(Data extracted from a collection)
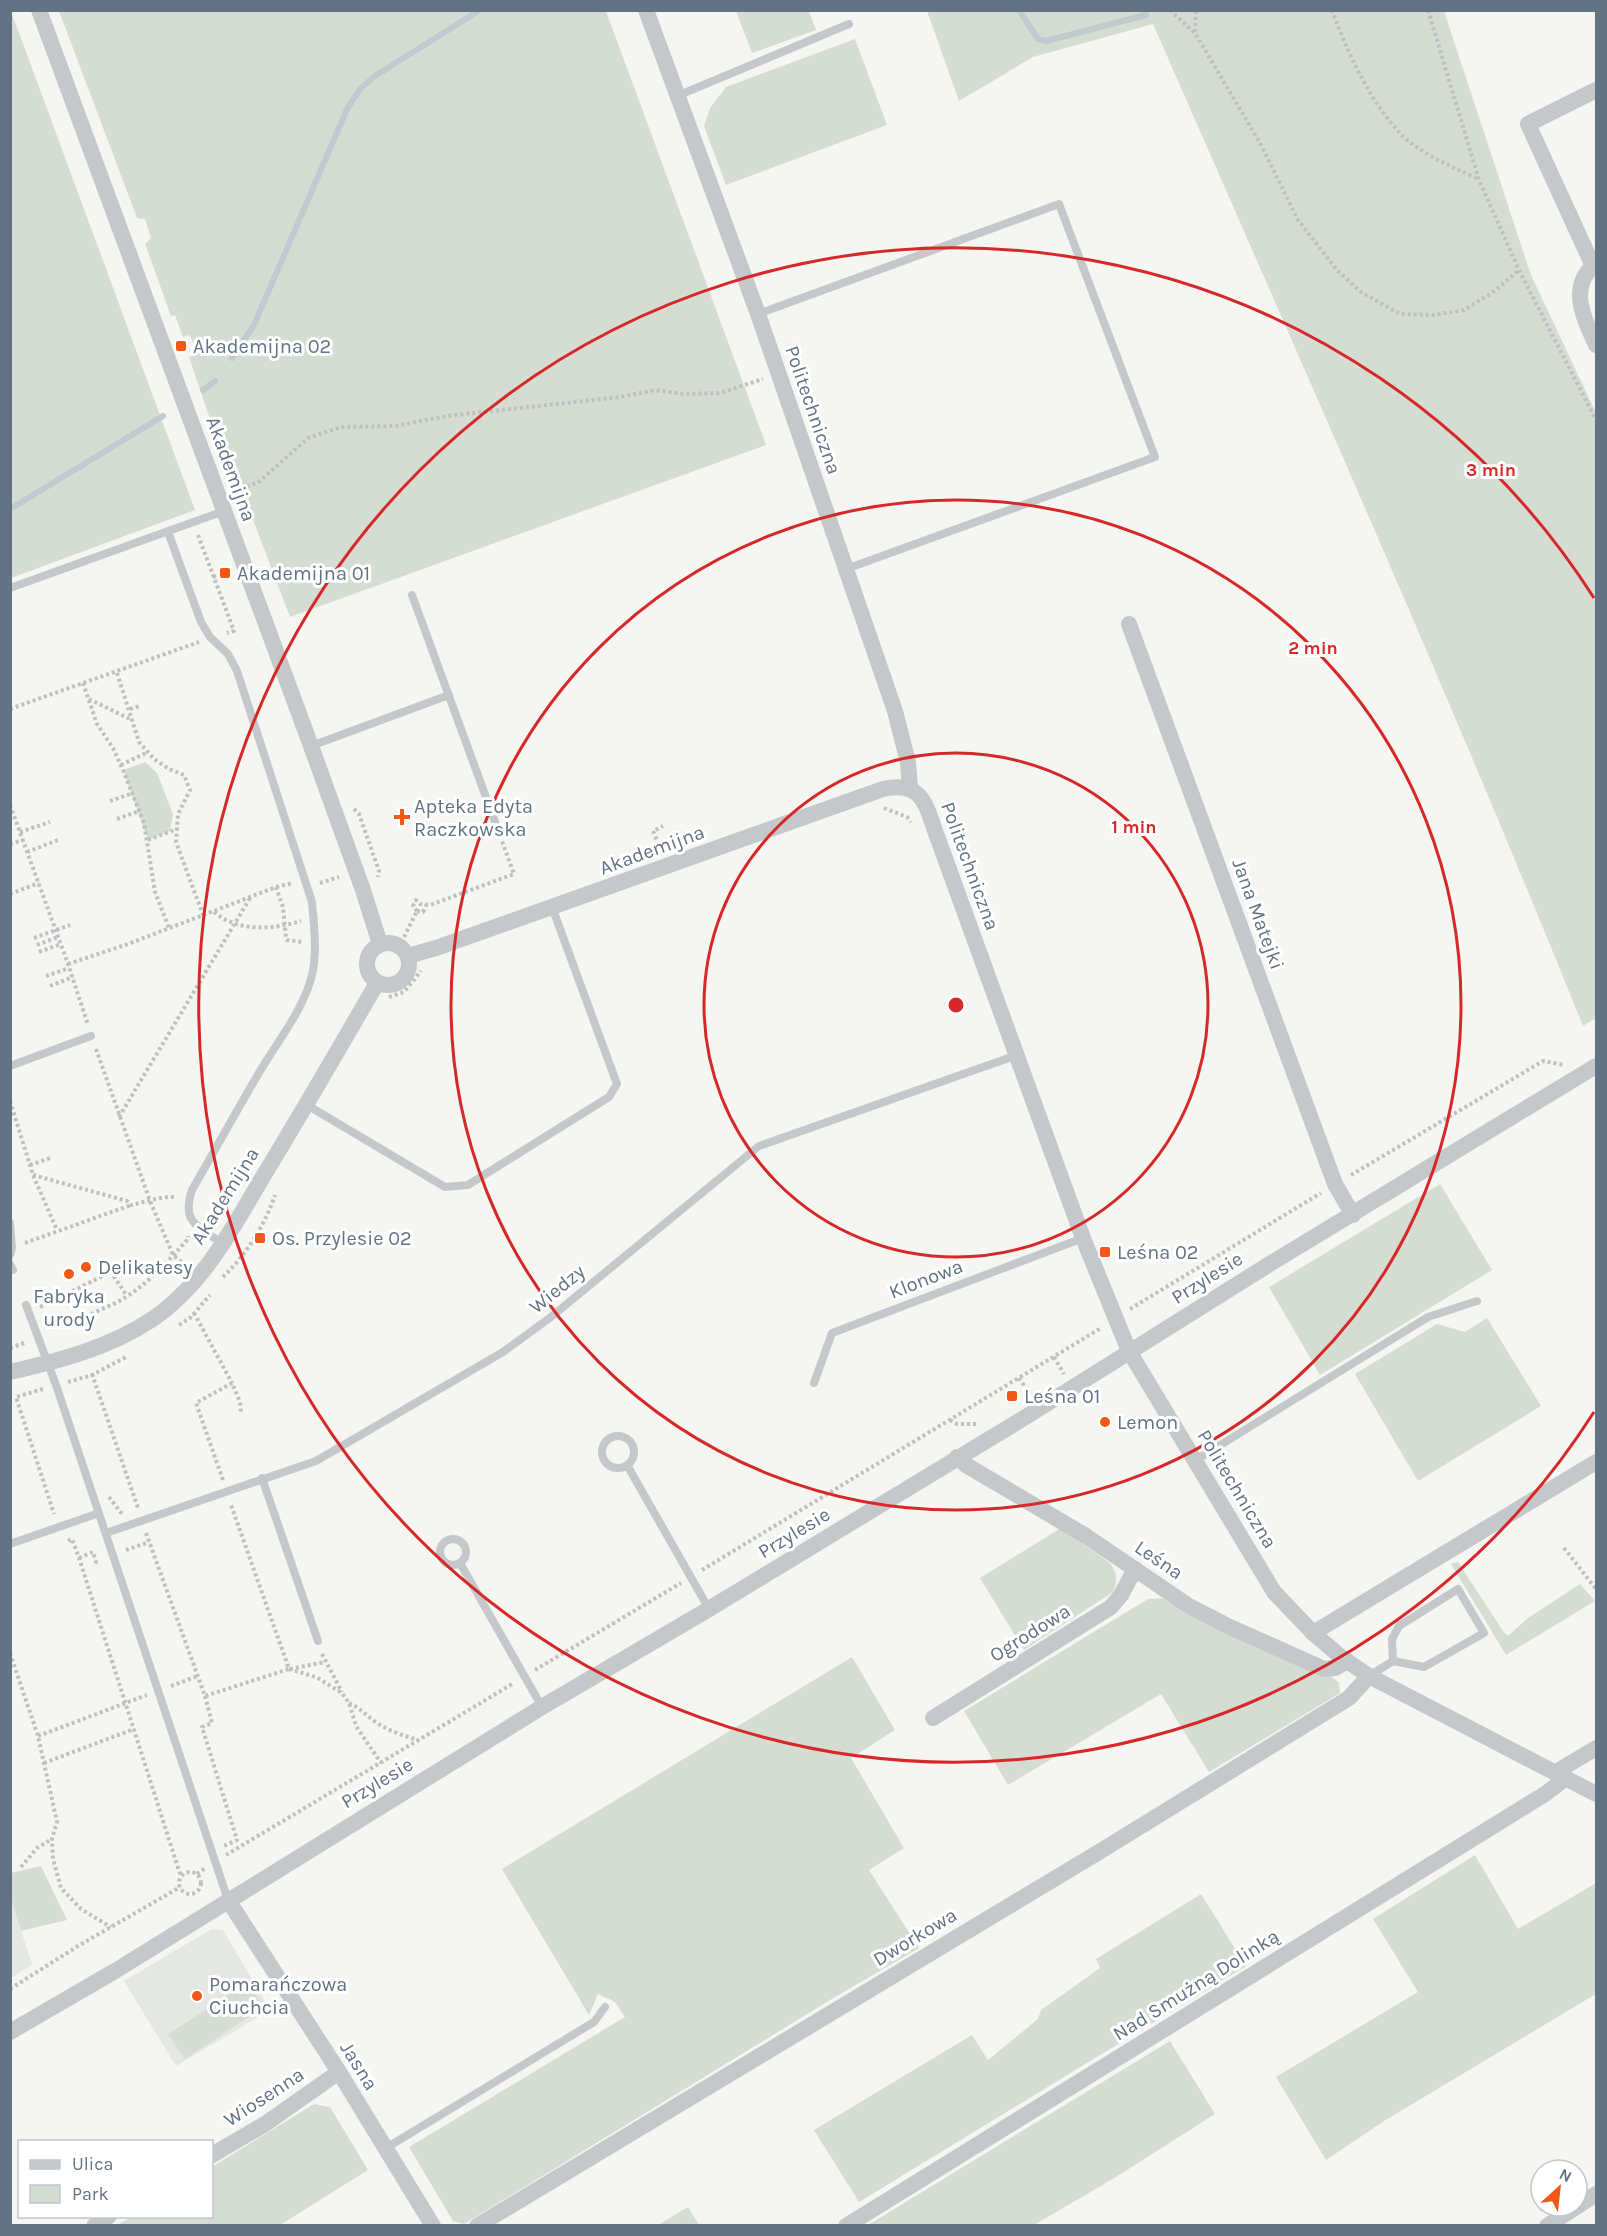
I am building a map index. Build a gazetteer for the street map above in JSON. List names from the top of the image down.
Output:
{
  "streets": {
    "street": [
      "Politechniczna",
      "Akademijna",
      "Jana Matejki",
      "Przylesie",
      "Leśna",
      "Ogrodowa",
      "Dworkowa",
      "Nad Smużną Dolinką",
      "Jasna",
      "Wiosenna"
    ],
    "lane": ["Klonowa", "Wiedzy"]
  },
  "crossings": [
    ["Politechniczna", "Akademijna"],
    ["Politechniczna", "Przylesie"],
    ["Politechniczna", "Klonowa"],
    ["Politechniczna", "Wiedzy"],
    ["Politechniczna", "Leśna"],
    ["Politechniczna", "Dworkowa"],
    ["Jana Matejki", "Przylesie"],
    ["Przylesie", "Leśna"],
    ["Przylesie", "Jasna"],
    ["Leśna", "Ogrodowa"],
    ["Jasna", "Wiosenna"]
  ],
  "places": {
    "transit": [
      "Akademijna 02",
      "Akademijna 01",
      "Os. Przylesie 02",
      "Leśna 02",
      "Leśna 01"
    ],
    "health": ["Apteka Edyta Raczkowska"],
    "other": [
      "Delikatesy",
      "Fabryka urody",
      "Lemon",
      "Pomarańczowa Ciuchcia"
    ]
  },
  "legend": ["Ulica", "Park"],
  "north": "top right",
  "rings": ["3 min", "2 min", "1 min"]
}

» **AIM OF THE EXERCISE**: Your answer must be an exact copy of the records, with no pictures in it.

» **FINISHED TASK**:
I am building a map index. Build a gazetteer for the street map above in JSON. List names from the top of the image down.
Output:
{
  "streets": {
    "street": [
      "Politechniczna",
      "Akademijna",
      "Jana Matejki",
      "Przylesie",
      "Leśna",
      "Ogrodowa",
      "Dworkowa",
      "Nad Smużną Dolinką",
      "Jasna",
      "Wiosenna"
    ],
    "lane": ["Klonowa", "Wiedzy"]
  },
  "crossings": [
    ["Politechniczna", "Akademijna"],
    ["Politechniczna", "Przylesie"],
    ["Politechniczna", "Klonowa"],
    ["Politechniczna", "Wiedzy"],
    ["Politechniczna", "Leśna"],
    ["Politechniczna", "Dworkowa"],
    ["Jana Matejki", "Przylesie"],
    ["Przylesie", "Leśna"],
    ["Przylesie", "Jasna"],
    ["Leśna", "Ogrodowa"],
    ["Jasna", "Wiosenna"]
  ],
  "places": {
    "transit": [
      "Akademijna 02",
      "Akademijna 01",
      "Os. Przylesie 02",
      "Leśna 02",
      "Leśna 01"
    ],
    "health": ["Apteka Edyta Raczkowska"],
    "other": [
      "Delikatesy",
      "Fabryka urody",
      "Lemon",
      "Pomarańczowa Ciuchcia"
    ]
  },
  "legend": ["Ulica", "Park"],
  "north": "top right",
  "rings": ["3 min", "2 min", "1 min"]
}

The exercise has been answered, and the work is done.